Creditor has failed in his attempt to provide such a record, primarily because there is nothing in the Referee's Report nor in the state court decision to indicate that the question of "fiduciary capacity" or "defalcation," as interpreted under the Bankruptcy Code, was previously decided. As we shall see in the following sections, the definitions of "fiduciary" and "defalcation" for purposes of § 523(a)(4) are highly specialized determinations, and their meaning is narrowly confined to the bankruptcy context. The Referee's Report, upon which the state court decision relies, gives little explanation for disallowing certain expenses. When an explanation is given, the primary reason offered for disallowance of a partnership expense is simply improper documentation or verification by Debtor. The state court judgment also provides little assistance in assessing the basis for the surcharge, since it merely affirms the Referee's Report without comment. Such scant findings make it impossible to say that the existence of both a fiduciary relationship and of defalcation were "specifically decided" by the state court. Nate B. & Francis Spingold Foundation, Inc. v. Halperin (In re Halperin), 215 B.R. 321, 336 (Bankr.E.D.N.Y.1997); Citibank v. Hyland (In re Hyland), 213 B.R. 631, 633 (Bankr.W.D.N.Y.1997) (if the prior decision amounts to a "mere recitation of result, with no specific statement of findings," collateral estoppel should not apply). This is especially true since any reasonable doubt as to what was previously decided by a prior judgment should be resolved by deciding against using it as estoppel. Revelle Motors, Inc. v. Spector (In re Spector), 22 B.R. 226 (Bankr.N.D.N.Y.1982); BANKR.EVID. MANUAL § 30 (West 1997).

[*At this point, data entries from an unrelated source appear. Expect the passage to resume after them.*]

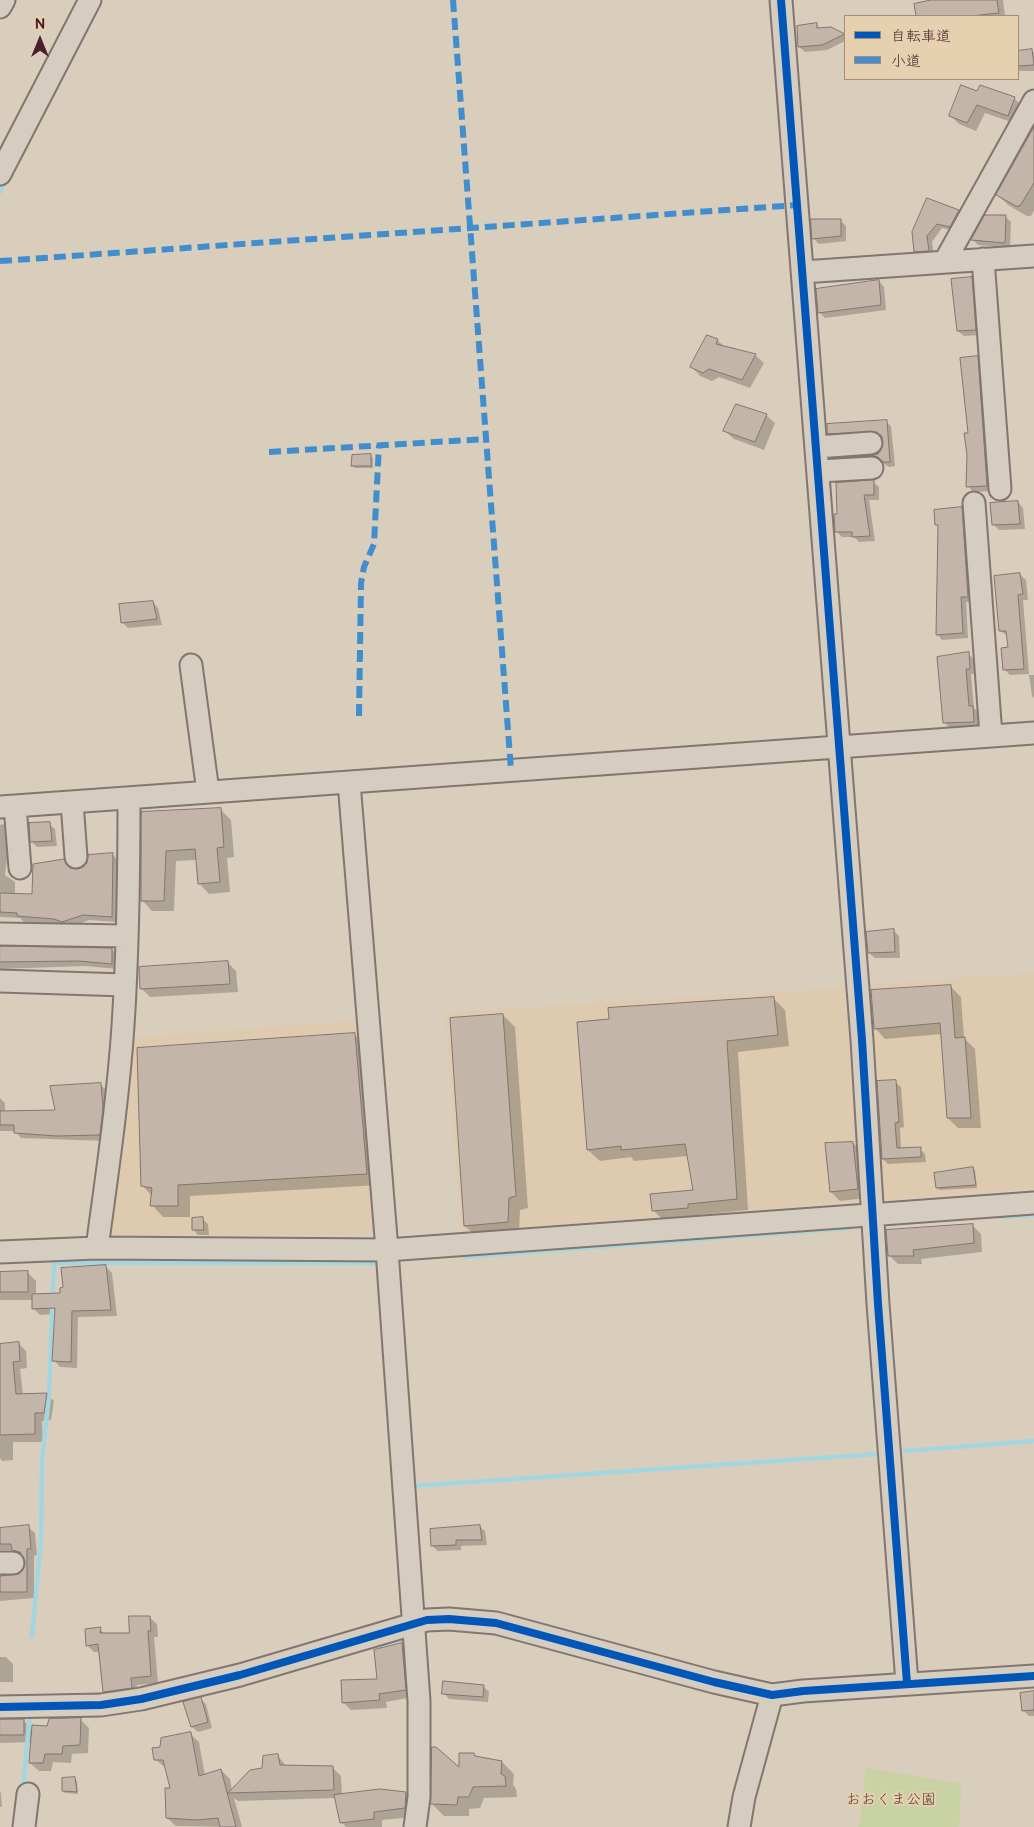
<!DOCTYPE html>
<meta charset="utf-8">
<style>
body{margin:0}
#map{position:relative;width:1034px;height:1827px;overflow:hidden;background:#d9cebc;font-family:"Balsamiq Sans","Klee One",sans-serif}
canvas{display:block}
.legend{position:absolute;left:844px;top:15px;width:175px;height:65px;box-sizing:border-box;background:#e5d1b0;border:1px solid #a78a7b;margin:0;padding:6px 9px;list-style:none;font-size:15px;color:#4a1f2b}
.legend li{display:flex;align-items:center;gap:10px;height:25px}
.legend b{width:25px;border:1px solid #a78a7b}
.north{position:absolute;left:15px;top:15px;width:50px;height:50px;-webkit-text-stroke:4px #e5d1b0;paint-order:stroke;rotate:0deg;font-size:14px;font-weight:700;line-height:20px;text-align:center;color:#4a1f2b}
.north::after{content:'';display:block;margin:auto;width:18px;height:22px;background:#4a1f2b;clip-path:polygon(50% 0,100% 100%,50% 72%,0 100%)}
</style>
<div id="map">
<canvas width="1034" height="1827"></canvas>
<ul class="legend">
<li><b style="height:6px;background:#0057b8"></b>自転車道</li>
<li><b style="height:6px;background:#418dcd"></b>小道</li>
</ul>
<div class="north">N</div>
</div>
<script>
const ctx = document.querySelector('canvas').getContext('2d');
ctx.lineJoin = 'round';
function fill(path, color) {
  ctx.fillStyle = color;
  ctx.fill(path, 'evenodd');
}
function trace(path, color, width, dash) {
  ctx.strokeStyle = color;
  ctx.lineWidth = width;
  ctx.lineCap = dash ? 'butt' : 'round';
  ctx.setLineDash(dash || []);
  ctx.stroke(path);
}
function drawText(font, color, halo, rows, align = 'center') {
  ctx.font = font + ' "Balsamiq Sans","Klee One",sans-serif';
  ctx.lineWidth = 4;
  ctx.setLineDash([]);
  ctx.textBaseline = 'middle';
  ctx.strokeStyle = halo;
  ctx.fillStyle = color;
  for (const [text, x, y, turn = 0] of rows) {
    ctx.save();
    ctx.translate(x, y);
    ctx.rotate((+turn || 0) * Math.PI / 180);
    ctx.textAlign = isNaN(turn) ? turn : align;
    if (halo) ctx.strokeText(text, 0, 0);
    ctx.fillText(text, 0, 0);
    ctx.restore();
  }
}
const built = new Path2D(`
 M1034,973v215l-153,12 -16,-215z
 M844,988l20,213 -403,31 -16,-220z
 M361,1020l15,214 -268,2 23,-198z`);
const green = new Path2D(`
 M866,1768l96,16 -3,43h-100z`);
const shadow = new Path2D(`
 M932,0h71l2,16h-88l-2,-11z
 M816,24l5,5 10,-1 14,7v6l-18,9 -22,2 -6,-5z
 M1032,51l2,2v18h-16v-19z
 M977,92l37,6 9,9 -6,17 -32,-11 -9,18 -17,-7 -9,-9z
 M1034,134v76l-3,6h-4l-19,-11 -10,-10z
 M959,211l4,5 -8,15 -13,-3 -10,14 2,13 -13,1 -5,-5 -3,-19z
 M1005,216l6,6 -1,26 -32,-3 -5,-5z
 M840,220l6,6v15l-27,3 -6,-6z
 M971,278l6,6 4,51 -17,1 -6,-5z
 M879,281l5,6 2,23 -61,8 -6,-6z
 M717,340l8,7 30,8 9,8 -14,25 -31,-11 -7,4 -12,-5 -8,-9z
 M977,357l6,6 9,128 -19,1 -5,-6 2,-52z
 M766,415l9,8 -11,27 -30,-11 -9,-8z
 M886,422l5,4 4,40 -6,1 -16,-11 5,-1 6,-7 -1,-12 -49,2 -5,-5z
 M370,455l3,3v10h-18l-2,-2z
 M873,482l6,5v13h-10l6,41 -16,1 -5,-5h-12l-6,-6z
 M1018,502l5,6 2,21 -26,1 -6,-6z
 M961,508l6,6 6,88h-7l2,36 -26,2 -5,-6 2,-107 -2,-2z
 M1020,575l6,5 2,20h-5l6,74 -19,1 -6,-6 5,-21 -1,-12 -8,-5z
 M153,602l5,6 4,17 -34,3 -6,-6z
 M968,654l6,5 1,15h-4l3,34 5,5v14l-29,1 -6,-6z
 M1029,675h5v23l-2,-2z
 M220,809l11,11 3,37 -7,1 3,34 -21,2 -10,-11 -2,-23 -21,1 -2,50h-22l-10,-11 1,-87z
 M3,824l6,6 2,20h-3l-3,25 10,7v13h18l30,-35 9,10 6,1 34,-17 6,6 -1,62 -28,-2 -20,8 -8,-4 -37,-2 -4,-4 -20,-1v-92z
 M49,824l6,5 2,17 -20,1 -5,-5z
 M894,931l5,5 1,22h-25l-6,-5z
 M0,948l112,2 6,5 -1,14 -32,-3 -85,3z
 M227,962l9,9 2,21 -88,5 -9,-9z
 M951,987l10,10 3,41 11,11 6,79h-23l-10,-10 -6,-84 -57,5 -10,-11z
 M773,998l12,12 4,36 -51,6 10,158 -49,5v5l-34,2 -12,-12 42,-18 -7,-36 -54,5 -3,-4 -31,4 -12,-11z
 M503,1015l12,12 13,181 -8,2 -1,23 -42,4 -12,-11z
 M354,1034l12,12 12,139 -188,11v21h-27l-11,-12v-9l-10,-11z
 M895,1082l6,5 3,40 -4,1 1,21h19l5,5 1,8 -38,2 -5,-5z
 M101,1085l6,6 -2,50 -84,-3 -6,-7h-15v-33l5,5v9h51z
 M853,1143l9,9 4,46 -26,3 -9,-9z
 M973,1168l2,2 2,18 -37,2 -3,-2z
 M202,1219l6,5 1,11h-11l-5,-6z
 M972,1225l9,9 1,18 -61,7 1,5h-24l-9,-9z
 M105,1266l7,7 5,43 -39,1 -1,51 -17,-1 -6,-7 2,-46 -16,1 -7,-7v-8h-33v-27l27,-1 9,9v14l25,-1z
 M18,1343l8,8 1,17 -7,1 3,26 23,-1 8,7 -3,19 -9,1 1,21h-30v18l-11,1 -2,-3v-113z
 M479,1526l6,5 2,14 -26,1v4l-23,1 -6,-5z
 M28,1527l7,6 2,22 -3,1v42l-34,3v-25l14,1 11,-7 2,-8 -14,-12h-13v-21z
 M149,1617l8,7 1,13h-4l4,46 -21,2 1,10 -27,3 -7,-7 -4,-39h-6l-7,-7 13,-16 5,5h25z
 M402,1644l7,7 4,46 -27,5 1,6 -36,2 -7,-7 35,-23z
 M0,1657h6l7,7v18h-13z
 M483,1686l6,6 -1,10 -39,-3 -5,-6z
 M1034,1692v24h-5l-6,-6z
 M200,1699l6,5 6,24 -14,4 -6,-5 -7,-25z
 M23,1720l10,10 48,-10 8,8 -1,25 -16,1 -1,9 -18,-1 -2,9h-12l-9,-8 2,-21 -32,1v-22z
 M190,1734l9,8 6,33 16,-5 9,9 2,11 31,-21 15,-13 9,11h45l9,9 1,19 38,-4 26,2 9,9 -2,15 -31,3v7h-36l-5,-5 -5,-24 -98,3 -4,-3 8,29 -66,-1 -9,-8 4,-29 -5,-21 -11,-9 6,-11z
 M474,1754l3,3 25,5 12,12 -1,11 3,4 1,8 -33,1 -4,10 -11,1v7h-25l-12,-12z
 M74,1778l3,3 1,13 -13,-1 -2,-2z
 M0,1792l1,1 1,14h-2z`);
const stream = new Path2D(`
 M0,192l6,-13
 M999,1217l35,-2
 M464,1257l386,-29
 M905,1451l129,-10
 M412,1486l466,-32
 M32,1636l9,-95 1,-81 7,-65 5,-132h324
 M376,1646l30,-8
 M795,1702l40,-2
 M23,1788l7,-75`);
const building = new Path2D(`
 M931,0h66l2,13 -28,3h-55l-2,-12z
 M817,23v5l14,-1 14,7 -23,11 -24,2 -1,-21z
 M1032,49l2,16 -16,1v-15z
 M961,85l16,6 3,-6 35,12 -7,19 -31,-11 -10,18 -18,-7z
 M1034,127v56l-14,23h-4l-20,-11z
 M927,198l32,12 -9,17 -13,-3 -10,12 2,15 -15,1 -2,-20z
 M985,215h21l-1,28 -34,-3z
 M811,219h30v17l-29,3z
 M972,277l4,53 -19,1 -6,-52z
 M879,280l2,25 -63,8 -2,-24z
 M707,335l11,4 -2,5 40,10 -14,26 -33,-11 -6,4 -13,-6z
 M978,356l9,130 -21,1 1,-32 -3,-22h4l-8,-75z
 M736,404l31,10 -12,28 -32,-11z
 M887,420l3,42h-7l-5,-5 -7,-1 7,-2 4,-6v-12l-6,-4 -49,2v-10z
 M371,454v12h-20l1,-11z
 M874,480v15h-10l6,41 -18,1v-5h-17l-1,-18h3l-1,-31z
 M1018,501l2,23 -28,1 -2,-22z
 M962,507l6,90h-7l2,36 -27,2 2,-110h-3l-1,-15z
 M1020,573l3,21 -5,1 6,74 -21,1 -2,-22 7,-1 -2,-16h-7l-5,-55z
 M153,601l4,18 -36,4 -2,-19z
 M969,652l1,17h-4l3,37h4l1,16 -31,1 -6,-66z
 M221,808l3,39 -7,1 3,34 -22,2 -3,-35 -29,2 -2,50h-23v-89z
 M50,822l2,19 -22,1 -1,-19z
 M113,853l-1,64 -29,-2 -21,7 -8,-3 -37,-3v-3l-17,-1v-19l32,1 1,-30 31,-5 6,9 7,1 10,-6 1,-8z
 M894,929l1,23 -27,1 -2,-21z
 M0,946l112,2v16l-33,-3 -79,1z
 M228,961l2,23 -90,5 -1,-22z
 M951,985l4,53 10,-1 6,81h-24l-7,-95 -66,6 -3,-39z
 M774,997l4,38 -51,6 10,158 -49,5v4l-36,3 -2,-17 43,-4 -8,-46 -64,6v-4l-34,4 -10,-128 32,-3 -1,-11z
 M503,1014l13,182 -7,2 -1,24 -44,4 -14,-208z
 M355,1033l12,141 -189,11v21h-28l2,-18 -11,-2 -4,-138z
 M896,1080l3,42 -4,1 2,25 24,-1v10l-39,2 -5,-78z
 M101,1083l2,25 -3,27 -43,1 -43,-3v-8h-14v-14l55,-1 -5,-24z
 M853,1142l5,47 -28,3 -5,-49z
 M973,1167l3,18 -40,3 -2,-15z
 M203,1217l1,13h-12v-12z
 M973,1224l1,19 -61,7 1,6h-26l-2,-26z
 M106,1265l5,45 -39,1 -1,51 -19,-1 3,-53 -23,1v-15l28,-1v-5l3,-1 -2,-19z
 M28,1271v21h-28v-20z
 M19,1342l1,19 -7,1 3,32 31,-1 -3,20h-9v21l-35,1v-91z
 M29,1525l2,24h-4v43h-27v-16l19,-2 6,-11 -5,-11 -8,-2 -1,-6h-11v-16z
 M480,1525l2,15h-26v5l-25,1 -1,-17z
 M129,1616h21l1,15h-3l3,45 -20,2 1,10 -29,4 -5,-48 -12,2 -1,-17 16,-2 -1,6h29z
 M402,1643l4,47 -27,4 1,6 -38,3 -1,-23 36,-1 -3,-29z
 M443,1681l41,4 -1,12 -41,-3z
 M1034,1691v19l-12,1 -2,-18z
 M201,1697l7,25 -17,5 -8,-25z
 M81,1718l-1,27 -17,1 -1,8h-17l-2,9h-14l3,-38 15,1 2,-7z
 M0,1719h24v16h-24z
 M191,1732l8,44 22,-7 15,58h-16l-2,-9 -21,2 -31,-2 -1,-30h5l-7,-28h-9l-2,-12 8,-1 1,-9z
 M432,1747h4l23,20v-14h15l1,3 27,5 -1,13 4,2 1,10 -33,1 -4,10h-11l-1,8 -26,-1z
 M278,1754l2,11 53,1 1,24 -106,3 22,-23 12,-2 1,-12z
 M75,1777l2,15 -15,-1v-13z
 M380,1789l26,3 -1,16 -31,4v7l-34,4 -6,-28z`);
const minor = new Path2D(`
 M781,0l81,1040 16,264 29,379
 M0,7l4,-7
 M0,174l90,-174
 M983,259l17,230
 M945,261l89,-160
 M803,272l231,-16
 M817,447l54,-4
 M819,471l53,-3
 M974,503l17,233
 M191,665l17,127
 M349,782l38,468 32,451v96l-4,30
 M72,802l4,55
 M15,806l5,62
 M0,807l1034,-74
 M0,934l127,2
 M0,981l125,4
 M97,1248c10,-74 21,-148 26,-222 5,-76 6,-152 6,-228
 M0,1252l97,-4 290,2 647,-47
 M0,1563h13
 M0,1707l101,-2 40,-6 99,-24 187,-55 22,-1 47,4 218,59 58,13 31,-4 231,-15
 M24,1827l4,-33
 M739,1827l5,-30 28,-102`);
const quiet = new Path2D(`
 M453,0l58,770
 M0,261l798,-56
 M269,452l217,-13
 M359,716l2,-133 3,-16 10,-23 5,-99`);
const cycleway = new Path2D(`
 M781,0l81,1040 16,264 29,379
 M0,1707l101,-2 40,-6 99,-24 187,-55 22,-1 47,4 218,59 58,13 31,-4 231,-15`);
const parkNames = [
 ["おおくま公園",891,1800]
];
fill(built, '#ddcaaf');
fill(green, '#c9d2a2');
fill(shadow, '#0003');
trace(stream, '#a4d6e0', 4.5);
fill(building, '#c3b6a8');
trace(building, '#837570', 1);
trace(minor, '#837570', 25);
trace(minor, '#d5cdc0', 21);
trace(quiet, '#418dcd', 6, [12, 6]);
trace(cycleway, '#0057b8', 8);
drawText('15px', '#5b3a3a', '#e5d1b0', parkNames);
</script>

V. The Meaning of "Fiduciary"

§ 523(a)(4) provides that:

(a) a discharge under section 727. . . . does not discharge an individual debtor from any debt —
(4) for fraud or defalcation while acting in a fiduciary capacity, embezzlement, or larceny.

11 U.S.C.A. § 523(a)(4) (West 1993). Creditor alleges only that Debtor has committed a "defalcation" for purposes of this section, and thus analysis of the requirements for fraud, larceny, or embezzlement is unnecessary for this decision. Our discussion of this appeal will therefore turn on two questions; first, whether the Debtor stood in a fiduciary relationship to the Creditor for purposes of § 523(a)(...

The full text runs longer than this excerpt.